[SUPPLIED DATA Boundary: Start]
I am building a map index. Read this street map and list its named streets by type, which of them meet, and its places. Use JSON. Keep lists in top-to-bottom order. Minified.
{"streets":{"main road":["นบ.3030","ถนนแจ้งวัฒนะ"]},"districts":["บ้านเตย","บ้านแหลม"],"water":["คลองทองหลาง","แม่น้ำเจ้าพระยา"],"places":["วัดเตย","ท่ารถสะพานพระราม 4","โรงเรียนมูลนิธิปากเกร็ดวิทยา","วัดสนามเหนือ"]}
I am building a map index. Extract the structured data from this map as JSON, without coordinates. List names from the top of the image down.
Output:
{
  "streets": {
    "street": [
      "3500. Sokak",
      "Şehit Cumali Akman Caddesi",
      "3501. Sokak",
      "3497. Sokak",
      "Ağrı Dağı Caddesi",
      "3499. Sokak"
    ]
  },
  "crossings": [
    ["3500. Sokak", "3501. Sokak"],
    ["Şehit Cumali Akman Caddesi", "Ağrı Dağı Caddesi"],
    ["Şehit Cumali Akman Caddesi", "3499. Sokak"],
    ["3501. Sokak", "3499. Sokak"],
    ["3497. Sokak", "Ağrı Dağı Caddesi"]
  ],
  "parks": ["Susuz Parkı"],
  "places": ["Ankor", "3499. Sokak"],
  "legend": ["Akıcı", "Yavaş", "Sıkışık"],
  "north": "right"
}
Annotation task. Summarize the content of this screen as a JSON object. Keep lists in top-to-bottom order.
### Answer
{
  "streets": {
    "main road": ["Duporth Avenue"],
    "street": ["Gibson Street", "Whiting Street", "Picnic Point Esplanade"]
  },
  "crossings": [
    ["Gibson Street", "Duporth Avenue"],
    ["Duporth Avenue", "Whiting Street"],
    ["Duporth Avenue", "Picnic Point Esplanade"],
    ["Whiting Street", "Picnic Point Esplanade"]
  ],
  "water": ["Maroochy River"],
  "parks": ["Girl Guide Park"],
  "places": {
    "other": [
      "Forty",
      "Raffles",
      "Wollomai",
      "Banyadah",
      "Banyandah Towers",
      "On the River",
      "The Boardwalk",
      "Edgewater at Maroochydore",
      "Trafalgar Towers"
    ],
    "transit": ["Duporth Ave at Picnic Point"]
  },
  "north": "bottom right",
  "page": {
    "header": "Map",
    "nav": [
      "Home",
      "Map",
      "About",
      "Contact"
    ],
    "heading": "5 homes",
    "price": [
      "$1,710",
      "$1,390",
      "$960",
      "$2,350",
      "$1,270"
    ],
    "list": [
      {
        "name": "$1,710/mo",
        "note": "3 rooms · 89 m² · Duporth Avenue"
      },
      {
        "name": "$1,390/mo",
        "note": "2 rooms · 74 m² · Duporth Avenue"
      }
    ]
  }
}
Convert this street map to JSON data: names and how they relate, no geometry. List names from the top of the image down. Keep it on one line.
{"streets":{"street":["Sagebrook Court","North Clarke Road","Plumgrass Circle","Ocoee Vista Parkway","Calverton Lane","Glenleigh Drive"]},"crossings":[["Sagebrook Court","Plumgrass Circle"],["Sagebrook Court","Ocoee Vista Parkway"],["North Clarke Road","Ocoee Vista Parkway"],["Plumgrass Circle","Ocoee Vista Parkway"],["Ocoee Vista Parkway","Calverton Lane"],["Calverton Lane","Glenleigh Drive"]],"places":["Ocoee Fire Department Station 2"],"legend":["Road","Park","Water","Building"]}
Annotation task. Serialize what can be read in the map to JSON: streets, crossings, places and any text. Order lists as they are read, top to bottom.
[SUPPLIED DATA Boundary: End]
* [PROBLEM DESCRIPTION]: Start at the first line of the material. Reproduce every line exactly, ending with the line that holds "Annotation task. Summarize".

* [RESPONSE TO THIS TASK]:
I am building a map index. Read this street map and list its named streets by type, which of them meet, and its places. Use JSON. Keep lists in top-to-bottom order. Minified.
{"streets":{"main road":["นบ.3030","ถนนแจ้งวัฒนะ"]},"districts":["บ้านเตย","บ้านแหลม"],"water":["คลองทองหลาง","แม่น้ำเจ้าพระยา"],"places":["วัดเตย","ท่ารถสะพานพระราม 4","โรงเรียนมูลนิธิปากเกร็ดวิทยา","วัดสนามเหนือ"]}
I am building a map index. Extract the structured data from this map as JSON, without coordinates. List names from the top of the image down.
Output:
{
  "streets": {
    "street": [
      "3500. Sokak",
      "Şehit Cumali Akman Caddesi",
      "3501. Sokak",
      "3497. Sokak",
      "Ağrı Dağı Caddesi",
      "3499. Sokak"
    ]
  },
  "crossings": [
    ["3500. Sokak", "3501. Sokak"],
    ["Şehit Cumali Akman Caddesi", "Ağrı Dağı Caddesi"],
    ["Şehit Cumali Akman Caddesi", "3499. Sokak"],
    ["3501. Sokak", "3499. Sokak"],
    ["3497. Sokak", "Ağrı Dağı Caddesi"]
  ],
  "parks": ["Susuz Parkı"],
  "places": ["Ankor", "3499. Sokak"],
  "legend": ["Akıcı", "Yavaş", "Sıkışık"],
  "north": "right"
}
Annotation task. Summarize the content of this screen as a JSON object. Keep lists in top-to-bottom order.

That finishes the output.